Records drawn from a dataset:
#####

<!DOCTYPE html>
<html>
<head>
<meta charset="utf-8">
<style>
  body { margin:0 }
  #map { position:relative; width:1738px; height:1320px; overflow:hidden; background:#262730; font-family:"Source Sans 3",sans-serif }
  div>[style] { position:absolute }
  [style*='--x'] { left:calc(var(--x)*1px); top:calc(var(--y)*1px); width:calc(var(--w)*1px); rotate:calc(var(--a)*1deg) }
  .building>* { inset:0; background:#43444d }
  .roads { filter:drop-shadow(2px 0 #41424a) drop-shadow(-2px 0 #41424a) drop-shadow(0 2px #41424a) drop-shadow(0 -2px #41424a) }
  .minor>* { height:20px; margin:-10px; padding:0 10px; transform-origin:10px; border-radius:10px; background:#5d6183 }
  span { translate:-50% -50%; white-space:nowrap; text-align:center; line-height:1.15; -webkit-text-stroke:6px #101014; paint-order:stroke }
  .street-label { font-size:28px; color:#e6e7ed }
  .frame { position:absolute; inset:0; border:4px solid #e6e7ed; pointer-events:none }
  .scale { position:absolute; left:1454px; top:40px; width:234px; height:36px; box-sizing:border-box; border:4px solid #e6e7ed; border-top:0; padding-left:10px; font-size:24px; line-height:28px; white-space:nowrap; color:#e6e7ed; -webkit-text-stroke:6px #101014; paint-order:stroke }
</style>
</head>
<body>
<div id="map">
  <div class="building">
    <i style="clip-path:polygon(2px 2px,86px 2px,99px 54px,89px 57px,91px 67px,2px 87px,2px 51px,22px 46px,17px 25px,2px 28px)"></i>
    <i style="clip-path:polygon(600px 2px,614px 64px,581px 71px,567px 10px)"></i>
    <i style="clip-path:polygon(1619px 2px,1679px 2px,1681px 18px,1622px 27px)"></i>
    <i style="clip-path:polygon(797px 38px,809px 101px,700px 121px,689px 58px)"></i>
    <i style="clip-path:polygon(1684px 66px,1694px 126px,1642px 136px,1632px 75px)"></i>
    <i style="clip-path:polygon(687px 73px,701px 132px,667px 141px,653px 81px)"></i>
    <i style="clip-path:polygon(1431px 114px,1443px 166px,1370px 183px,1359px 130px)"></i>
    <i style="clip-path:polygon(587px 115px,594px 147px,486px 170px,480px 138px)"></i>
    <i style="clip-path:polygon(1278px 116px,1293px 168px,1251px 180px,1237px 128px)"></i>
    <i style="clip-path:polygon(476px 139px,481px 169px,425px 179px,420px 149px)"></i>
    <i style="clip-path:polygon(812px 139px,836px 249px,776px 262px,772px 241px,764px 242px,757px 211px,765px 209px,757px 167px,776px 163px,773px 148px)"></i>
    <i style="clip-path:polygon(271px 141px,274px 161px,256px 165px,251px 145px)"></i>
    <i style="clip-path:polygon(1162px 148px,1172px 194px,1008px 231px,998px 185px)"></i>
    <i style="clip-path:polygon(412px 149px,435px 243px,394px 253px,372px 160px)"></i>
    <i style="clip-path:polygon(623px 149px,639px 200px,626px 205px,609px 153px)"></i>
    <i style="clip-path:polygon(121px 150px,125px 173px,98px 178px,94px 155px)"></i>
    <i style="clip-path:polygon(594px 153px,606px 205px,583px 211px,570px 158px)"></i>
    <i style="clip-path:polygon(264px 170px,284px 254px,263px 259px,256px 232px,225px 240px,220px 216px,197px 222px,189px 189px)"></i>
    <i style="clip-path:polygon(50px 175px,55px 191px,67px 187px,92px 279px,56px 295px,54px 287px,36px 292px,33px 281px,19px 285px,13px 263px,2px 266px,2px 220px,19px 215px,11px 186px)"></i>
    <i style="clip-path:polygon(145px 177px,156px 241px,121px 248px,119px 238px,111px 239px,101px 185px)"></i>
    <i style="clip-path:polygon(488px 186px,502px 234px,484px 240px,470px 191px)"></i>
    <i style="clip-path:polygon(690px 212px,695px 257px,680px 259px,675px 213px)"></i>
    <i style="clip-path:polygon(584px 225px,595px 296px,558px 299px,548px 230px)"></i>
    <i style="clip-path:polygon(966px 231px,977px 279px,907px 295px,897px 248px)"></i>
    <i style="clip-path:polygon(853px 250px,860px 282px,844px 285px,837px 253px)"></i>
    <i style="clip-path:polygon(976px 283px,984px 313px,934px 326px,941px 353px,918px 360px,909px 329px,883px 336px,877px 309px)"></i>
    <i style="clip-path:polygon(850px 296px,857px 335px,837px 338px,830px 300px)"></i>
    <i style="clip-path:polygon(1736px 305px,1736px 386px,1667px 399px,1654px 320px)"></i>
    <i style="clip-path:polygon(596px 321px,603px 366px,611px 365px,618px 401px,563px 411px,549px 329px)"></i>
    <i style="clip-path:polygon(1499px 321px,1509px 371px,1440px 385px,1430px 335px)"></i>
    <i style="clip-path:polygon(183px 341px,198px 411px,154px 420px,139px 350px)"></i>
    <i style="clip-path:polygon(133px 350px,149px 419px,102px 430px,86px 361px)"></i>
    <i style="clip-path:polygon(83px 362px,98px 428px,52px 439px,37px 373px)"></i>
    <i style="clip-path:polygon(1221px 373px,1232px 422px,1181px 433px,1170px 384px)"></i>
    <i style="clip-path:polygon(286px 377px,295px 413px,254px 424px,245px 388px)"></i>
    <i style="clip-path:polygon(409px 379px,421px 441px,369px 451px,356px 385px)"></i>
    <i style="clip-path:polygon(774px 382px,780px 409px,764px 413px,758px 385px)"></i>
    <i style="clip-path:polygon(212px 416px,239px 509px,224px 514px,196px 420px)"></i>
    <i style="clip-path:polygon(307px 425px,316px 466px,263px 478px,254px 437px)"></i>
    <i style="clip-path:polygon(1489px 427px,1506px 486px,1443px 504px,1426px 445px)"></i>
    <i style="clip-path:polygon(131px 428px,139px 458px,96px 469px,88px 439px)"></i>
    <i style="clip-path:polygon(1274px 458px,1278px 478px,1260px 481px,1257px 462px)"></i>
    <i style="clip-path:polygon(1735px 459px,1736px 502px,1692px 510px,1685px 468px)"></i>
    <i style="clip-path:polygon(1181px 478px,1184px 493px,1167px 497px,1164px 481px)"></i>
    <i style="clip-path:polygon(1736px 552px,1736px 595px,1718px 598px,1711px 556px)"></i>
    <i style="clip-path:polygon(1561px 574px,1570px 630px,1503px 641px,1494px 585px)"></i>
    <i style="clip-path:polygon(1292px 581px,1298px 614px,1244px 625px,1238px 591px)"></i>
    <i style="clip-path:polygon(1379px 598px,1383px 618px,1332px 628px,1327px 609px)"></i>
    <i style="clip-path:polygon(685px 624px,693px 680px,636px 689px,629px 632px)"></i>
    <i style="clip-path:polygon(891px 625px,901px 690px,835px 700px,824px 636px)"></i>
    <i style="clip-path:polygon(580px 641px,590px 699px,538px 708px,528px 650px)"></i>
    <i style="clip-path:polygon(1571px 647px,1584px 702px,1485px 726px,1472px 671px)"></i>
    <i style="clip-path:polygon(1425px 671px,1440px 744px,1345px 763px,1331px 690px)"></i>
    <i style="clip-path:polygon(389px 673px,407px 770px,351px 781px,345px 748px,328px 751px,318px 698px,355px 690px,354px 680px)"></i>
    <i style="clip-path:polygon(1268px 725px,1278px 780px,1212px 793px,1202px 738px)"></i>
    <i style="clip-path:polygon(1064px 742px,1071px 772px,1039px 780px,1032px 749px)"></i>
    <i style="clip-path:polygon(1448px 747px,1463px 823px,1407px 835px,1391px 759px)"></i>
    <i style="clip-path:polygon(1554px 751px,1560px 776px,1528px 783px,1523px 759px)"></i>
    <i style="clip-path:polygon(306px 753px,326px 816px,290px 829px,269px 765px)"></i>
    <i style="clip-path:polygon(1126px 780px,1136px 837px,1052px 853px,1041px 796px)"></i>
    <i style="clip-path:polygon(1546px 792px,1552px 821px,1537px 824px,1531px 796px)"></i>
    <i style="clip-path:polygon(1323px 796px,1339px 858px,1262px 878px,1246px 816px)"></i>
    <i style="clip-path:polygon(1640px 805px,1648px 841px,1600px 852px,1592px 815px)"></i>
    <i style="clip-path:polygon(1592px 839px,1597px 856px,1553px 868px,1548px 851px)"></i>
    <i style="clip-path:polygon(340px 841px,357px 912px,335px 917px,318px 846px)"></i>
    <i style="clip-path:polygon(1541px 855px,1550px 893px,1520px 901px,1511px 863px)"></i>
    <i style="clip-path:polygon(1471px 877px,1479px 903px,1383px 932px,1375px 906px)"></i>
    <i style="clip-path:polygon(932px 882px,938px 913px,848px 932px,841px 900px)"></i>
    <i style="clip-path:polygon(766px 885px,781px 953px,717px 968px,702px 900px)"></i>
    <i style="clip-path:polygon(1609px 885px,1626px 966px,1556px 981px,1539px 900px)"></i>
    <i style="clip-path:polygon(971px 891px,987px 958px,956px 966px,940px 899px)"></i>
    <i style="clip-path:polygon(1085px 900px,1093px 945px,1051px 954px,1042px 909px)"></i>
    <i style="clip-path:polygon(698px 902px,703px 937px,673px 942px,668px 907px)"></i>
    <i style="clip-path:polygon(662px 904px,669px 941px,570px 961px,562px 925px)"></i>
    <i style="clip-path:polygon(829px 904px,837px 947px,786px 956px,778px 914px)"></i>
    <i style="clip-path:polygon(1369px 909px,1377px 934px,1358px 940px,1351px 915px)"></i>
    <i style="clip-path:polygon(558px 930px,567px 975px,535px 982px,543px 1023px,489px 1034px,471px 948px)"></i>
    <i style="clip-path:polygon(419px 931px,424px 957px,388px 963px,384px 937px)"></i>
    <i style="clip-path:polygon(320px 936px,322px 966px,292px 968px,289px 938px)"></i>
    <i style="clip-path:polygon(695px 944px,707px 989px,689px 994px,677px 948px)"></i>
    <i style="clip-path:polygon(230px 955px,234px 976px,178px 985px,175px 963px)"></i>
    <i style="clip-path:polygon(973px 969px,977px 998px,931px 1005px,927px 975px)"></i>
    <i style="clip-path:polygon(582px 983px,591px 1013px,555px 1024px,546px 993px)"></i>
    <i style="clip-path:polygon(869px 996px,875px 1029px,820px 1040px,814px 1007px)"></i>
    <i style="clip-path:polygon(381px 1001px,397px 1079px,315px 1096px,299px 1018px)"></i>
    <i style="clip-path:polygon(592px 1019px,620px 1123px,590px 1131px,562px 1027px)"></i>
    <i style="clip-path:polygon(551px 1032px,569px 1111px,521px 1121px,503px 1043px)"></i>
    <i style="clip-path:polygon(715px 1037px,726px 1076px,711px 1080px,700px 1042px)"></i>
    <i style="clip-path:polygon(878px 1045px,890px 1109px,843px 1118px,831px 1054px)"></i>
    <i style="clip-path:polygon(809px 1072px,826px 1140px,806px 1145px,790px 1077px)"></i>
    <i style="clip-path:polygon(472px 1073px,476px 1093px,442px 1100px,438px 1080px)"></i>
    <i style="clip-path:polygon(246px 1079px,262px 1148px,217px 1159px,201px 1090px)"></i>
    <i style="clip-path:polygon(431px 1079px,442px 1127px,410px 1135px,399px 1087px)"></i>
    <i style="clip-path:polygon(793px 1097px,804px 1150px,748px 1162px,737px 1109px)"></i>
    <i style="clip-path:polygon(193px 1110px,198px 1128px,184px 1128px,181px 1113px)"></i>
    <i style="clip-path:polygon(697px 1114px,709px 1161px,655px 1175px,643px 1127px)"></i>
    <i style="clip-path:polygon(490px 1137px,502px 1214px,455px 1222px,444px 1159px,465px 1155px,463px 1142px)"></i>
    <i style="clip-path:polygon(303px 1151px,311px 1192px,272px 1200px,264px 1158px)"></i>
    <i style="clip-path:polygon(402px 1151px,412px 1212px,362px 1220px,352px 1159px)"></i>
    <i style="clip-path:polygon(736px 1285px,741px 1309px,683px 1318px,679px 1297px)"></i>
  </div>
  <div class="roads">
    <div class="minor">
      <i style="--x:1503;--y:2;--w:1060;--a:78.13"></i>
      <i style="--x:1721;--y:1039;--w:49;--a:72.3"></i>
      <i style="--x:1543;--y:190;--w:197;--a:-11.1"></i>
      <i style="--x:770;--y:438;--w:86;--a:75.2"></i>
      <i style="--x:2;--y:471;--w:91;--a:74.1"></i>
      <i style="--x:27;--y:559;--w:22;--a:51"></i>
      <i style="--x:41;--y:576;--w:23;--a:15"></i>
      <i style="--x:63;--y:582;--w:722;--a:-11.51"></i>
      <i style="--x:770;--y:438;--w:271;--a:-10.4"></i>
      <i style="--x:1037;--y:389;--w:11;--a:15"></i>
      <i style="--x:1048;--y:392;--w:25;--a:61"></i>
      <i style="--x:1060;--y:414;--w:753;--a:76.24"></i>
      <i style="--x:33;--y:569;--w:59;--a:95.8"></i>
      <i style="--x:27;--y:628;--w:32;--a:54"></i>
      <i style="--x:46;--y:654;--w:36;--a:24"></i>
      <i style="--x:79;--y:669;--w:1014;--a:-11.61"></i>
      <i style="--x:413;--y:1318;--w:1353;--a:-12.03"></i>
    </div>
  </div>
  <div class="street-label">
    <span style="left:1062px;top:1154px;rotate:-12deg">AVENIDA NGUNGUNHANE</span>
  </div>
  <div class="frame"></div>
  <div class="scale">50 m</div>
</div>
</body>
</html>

#####

Problem description: Take the lines from the start of the records through the line holding "filter:drop-shadow(2px 0 #41424a)", both included, and please print them exactly, with nothing else.

Answer to the problem:
<!DOCTYPE html>
<html>
<head>
<meta charset="utf-8">
<style>
  body { margin:0 }
  #map { position:relative; width:1738px; height:1320px; overflow:hidden; background:#262730; font-family:"Source Sans 3",sans-serif }
  div>[style] { position:absolute }
  [style*='--x'] { left:calc(var(--x)*1px); top:calc(var(--y)*1px); width:calc(var(--w)*1px); rotate:calc(var(--a)*1deg) }
  .building>* { inset:0; background:#43444d }
  .roads { filter:drop-shadow(2px 0 #41424a) drop-shadow(-2px 0 #41424a) drop-shadow(0 2px #41424a) drop-shadow(0 -2px #41424a) }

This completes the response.